Scheduled tribe or what we call Adivasi in Hindi has always been deprived of their rights be it in education or claim on other resources. Tribal peoples constitute 8.6 percent of India’s total population, about 104 million people according to the 2011 census. But the ironical part of the fact is that such a large population of human group is kept isolated.

In order to provide them with their basic right, The Forest Right Act was enacted on 18 December 2006. This law is also called TheScheduled Tribes and Other Traditional Forest Dwellers (Recognition of Forest Rights) Act, 2006.

The forest right act 2006 states that the forest dwelling communities be given the right to their traditional land but still there was a misunderstanding related to this act considering it as a land distribution scheme.
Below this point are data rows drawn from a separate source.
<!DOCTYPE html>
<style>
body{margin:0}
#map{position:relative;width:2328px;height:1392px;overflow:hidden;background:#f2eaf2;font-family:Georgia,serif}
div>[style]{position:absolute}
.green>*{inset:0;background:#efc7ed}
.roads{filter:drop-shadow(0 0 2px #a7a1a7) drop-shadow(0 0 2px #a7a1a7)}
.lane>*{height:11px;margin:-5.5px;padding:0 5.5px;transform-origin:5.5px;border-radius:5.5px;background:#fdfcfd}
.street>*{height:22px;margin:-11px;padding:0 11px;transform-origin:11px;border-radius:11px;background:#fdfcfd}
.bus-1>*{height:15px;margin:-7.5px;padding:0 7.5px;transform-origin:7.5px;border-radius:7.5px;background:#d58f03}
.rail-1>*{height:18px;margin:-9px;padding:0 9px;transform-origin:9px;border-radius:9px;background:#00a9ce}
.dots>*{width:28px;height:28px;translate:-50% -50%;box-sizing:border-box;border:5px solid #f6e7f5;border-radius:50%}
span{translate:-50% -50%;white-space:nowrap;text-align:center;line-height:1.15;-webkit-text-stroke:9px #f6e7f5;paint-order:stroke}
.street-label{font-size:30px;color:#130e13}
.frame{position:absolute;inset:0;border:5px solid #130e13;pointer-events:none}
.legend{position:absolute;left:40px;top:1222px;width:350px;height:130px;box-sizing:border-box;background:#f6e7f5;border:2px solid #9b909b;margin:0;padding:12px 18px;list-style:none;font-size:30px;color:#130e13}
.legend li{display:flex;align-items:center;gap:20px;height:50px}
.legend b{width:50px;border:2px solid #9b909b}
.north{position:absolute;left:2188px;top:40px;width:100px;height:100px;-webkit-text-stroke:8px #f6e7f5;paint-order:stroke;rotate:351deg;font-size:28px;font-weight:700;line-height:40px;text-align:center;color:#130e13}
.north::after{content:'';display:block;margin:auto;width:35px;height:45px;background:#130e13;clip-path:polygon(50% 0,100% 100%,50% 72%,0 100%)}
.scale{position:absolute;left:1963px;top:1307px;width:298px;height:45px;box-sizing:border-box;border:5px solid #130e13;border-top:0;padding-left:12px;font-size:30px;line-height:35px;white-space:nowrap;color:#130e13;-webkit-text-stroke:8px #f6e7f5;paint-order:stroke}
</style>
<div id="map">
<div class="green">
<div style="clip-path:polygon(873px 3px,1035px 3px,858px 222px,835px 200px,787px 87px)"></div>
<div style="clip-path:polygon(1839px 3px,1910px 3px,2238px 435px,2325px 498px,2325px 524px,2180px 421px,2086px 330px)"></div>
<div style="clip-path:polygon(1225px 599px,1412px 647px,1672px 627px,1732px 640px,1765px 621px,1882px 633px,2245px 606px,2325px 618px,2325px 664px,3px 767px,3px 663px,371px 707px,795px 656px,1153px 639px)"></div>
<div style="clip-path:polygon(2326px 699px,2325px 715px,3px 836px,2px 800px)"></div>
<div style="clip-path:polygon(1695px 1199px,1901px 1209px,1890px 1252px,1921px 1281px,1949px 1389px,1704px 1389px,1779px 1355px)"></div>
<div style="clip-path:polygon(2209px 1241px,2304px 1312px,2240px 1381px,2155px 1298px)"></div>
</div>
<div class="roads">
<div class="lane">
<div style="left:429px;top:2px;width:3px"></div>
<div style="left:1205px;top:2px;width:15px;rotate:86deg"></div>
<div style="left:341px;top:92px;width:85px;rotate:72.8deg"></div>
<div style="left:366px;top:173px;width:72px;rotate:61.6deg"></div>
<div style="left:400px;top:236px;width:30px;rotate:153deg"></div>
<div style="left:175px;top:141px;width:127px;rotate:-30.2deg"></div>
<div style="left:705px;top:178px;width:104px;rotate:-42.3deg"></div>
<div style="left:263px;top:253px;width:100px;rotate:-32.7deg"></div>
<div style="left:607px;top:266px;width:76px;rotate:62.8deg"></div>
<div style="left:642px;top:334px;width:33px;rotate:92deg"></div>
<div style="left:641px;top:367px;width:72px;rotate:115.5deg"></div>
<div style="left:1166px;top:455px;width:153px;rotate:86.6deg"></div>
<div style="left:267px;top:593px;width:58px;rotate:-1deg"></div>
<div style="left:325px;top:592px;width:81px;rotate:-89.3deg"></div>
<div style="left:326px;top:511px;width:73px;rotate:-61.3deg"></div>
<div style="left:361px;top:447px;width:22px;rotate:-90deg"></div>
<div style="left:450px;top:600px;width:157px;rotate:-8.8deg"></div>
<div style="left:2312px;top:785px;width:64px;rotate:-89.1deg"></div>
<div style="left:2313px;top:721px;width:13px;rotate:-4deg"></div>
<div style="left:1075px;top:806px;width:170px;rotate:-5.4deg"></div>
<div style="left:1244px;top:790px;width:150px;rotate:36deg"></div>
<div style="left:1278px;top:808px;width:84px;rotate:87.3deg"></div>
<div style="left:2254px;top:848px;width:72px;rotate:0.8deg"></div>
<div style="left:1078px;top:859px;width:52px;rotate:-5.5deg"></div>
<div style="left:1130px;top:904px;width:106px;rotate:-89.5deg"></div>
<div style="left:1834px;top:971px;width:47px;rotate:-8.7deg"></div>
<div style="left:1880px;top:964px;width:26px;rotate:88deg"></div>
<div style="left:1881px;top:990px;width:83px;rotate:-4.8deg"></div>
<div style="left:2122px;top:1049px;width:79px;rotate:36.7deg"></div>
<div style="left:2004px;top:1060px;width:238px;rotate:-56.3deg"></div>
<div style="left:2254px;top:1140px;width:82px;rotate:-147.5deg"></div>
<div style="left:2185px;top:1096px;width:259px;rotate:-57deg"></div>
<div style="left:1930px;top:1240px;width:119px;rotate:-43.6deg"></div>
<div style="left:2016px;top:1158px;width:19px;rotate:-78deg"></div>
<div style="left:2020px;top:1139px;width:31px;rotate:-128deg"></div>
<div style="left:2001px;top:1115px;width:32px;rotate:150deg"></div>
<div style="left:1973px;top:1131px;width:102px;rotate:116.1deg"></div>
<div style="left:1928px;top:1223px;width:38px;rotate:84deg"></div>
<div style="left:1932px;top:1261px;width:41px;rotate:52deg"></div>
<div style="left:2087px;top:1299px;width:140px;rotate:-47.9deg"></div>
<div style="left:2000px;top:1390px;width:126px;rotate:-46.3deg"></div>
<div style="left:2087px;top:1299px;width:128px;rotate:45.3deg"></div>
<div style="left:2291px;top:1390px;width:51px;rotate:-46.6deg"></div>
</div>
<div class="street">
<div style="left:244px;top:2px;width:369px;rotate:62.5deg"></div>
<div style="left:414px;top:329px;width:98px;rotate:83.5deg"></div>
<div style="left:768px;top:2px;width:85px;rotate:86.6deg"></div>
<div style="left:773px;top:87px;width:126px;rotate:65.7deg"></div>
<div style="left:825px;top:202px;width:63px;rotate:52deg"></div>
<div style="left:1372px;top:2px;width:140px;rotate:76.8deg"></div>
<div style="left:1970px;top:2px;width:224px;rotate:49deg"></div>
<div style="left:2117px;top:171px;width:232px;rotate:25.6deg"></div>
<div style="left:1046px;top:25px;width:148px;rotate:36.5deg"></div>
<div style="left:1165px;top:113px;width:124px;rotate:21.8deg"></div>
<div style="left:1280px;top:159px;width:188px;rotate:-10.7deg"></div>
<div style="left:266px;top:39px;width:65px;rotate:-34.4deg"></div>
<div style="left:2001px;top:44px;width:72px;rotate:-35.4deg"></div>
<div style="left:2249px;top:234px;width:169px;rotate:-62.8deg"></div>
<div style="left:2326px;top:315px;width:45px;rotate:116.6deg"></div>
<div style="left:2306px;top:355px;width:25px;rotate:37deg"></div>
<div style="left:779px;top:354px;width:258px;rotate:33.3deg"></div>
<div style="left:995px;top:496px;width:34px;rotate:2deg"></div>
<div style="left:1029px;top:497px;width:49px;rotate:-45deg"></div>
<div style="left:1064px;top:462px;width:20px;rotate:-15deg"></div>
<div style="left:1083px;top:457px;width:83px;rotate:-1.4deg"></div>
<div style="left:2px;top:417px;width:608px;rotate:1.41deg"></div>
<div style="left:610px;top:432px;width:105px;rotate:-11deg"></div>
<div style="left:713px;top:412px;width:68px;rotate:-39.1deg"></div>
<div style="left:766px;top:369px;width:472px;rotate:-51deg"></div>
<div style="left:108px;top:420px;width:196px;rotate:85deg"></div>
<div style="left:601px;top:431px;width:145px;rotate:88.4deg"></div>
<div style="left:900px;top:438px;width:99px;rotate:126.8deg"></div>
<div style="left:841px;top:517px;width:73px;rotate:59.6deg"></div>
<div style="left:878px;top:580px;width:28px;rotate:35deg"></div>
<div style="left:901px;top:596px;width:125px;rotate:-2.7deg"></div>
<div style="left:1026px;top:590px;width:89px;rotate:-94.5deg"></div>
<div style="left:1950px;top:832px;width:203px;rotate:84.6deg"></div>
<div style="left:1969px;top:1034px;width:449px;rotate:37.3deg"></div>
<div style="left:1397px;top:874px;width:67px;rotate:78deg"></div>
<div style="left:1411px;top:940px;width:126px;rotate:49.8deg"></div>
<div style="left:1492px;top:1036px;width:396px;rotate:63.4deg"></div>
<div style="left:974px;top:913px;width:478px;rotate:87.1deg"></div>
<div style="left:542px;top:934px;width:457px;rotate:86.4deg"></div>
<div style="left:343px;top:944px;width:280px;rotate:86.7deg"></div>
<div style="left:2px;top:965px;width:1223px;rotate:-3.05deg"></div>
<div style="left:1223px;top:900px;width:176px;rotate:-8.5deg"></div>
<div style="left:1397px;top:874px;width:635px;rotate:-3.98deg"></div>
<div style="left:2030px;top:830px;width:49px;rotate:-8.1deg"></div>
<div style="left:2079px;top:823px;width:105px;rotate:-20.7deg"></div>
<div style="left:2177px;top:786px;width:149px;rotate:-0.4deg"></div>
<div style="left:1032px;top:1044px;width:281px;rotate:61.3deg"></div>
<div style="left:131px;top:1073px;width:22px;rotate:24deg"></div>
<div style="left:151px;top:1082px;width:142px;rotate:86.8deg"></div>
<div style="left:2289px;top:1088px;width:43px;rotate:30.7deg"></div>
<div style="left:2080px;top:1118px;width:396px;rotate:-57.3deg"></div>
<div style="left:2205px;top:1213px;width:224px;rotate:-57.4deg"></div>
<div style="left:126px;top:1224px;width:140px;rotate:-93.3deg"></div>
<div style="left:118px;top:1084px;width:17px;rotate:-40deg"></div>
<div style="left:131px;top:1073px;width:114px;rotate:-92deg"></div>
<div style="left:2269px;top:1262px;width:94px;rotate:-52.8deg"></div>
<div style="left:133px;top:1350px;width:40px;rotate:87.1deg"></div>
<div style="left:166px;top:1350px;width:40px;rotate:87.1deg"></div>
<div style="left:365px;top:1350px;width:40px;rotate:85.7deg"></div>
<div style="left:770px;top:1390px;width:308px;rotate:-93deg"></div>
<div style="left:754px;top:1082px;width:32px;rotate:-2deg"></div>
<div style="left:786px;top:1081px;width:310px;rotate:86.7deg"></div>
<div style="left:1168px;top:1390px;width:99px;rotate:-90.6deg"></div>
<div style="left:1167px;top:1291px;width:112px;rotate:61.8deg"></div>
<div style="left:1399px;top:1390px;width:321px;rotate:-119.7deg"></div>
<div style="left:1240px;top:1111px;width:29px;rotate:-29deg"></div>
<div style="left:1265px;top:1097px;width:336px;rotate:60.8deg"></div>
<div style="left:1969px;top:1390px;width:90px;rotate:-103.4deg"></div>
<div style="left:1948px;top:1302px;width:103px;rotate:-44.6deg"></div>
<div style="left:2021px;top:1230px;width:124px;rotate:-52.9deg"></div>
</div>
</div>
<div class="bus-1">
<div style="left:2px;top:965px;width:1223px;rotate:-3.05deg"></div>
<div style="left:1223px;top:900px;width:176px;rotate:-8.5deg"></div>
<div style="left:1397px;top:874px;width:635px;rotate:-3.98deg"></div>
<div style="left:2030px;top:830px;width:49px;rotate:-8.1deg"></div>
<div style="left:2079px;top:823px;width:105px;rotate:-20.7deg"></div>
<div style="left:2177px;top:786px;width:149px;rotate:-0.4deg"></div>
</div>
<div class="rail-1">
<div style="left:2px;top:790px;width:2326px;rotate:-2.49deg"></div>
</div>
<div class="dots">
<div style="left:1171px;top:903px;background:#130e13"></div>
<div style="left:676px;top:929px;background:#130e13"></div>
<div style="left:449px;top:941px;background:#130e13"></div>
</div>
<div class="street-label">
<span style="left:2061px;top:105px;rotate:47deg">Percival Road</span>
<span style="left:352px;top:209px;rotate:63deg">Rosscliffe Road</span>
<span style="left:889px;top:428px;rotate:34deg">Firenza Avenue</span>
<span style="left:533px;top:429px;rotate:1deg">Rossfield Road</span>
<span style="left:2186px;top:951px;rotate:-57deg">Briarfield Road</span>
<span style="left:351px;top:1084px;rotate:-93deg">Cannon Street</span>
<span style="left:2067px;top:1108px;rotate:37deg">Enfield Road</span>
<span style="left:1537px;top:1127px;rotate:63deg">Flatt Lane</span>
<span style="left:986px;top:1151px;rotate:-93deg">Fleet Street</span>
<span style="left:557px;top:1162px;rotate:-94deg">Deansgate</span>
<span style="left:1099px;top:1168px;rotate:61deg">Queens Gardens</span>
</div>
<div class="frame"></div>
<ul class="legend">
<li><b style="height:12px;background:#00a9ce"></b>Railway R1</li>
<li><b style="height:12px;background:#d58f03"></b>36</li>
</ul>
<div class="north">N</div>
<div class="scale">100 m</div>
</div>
The law clearly stated to recognize the lands that are already under cultivation as on 13 December 2005, not providing a new title to land.

Supporters of this act say that it will reconcile the “historical injustice” that they suffered. The law had to face a lot of criticism from those who misunderstood this law and majorly from wildlife conservationists fearing lose of land or protection of land from human intervention.

Recently we saw the Supreme Court orders eviction of tribal’s whose claim for forest land has been rejected. On 13 February, the apex court had directed state governments to evict Forest Dwelling Scheduled Tribes and Other Traditional Forest Dwellers, whose claims over forest land were rejected under the 2006 Forest Rights Act. A bench justice Arun Mishra, Navin Sinha and M.R. Shah stayed the eviction proceedings and gave the state governments four months to submit detailed affidavits about procedures followed to assess the claims.

The Supreme Court ordered eviction of around 10 lakh families of forest-dwelling tribal communities in at least 16 states. The order came in response to a public interest litigation (PIL) filed tochallenge of the Forest

Rights Act of 2006, which empowered traditional forest dwellers to "access, manage, and govern" forests within their villages.

This is not the first time that the forest dwellers has been stripped of their rights. They have to face many problems for gaining their rights. Although we say that reservations are being enacted to reconcile the past but still action needs to be taken. For example: the baiga tribe of Madhya Pradesh were also evicted by Indian authorities in an attempt to protect the tiger population.

The forest officers and the wildlife conservationists say that forest right act would led to human intervention on the land but the ironical part is that the forest dweller consider their place of living auspicious and that led us to the conclusion that it will be protected.

At last concluding by the lines of Baiga community that “we don’t cut any trees, they’re our children.”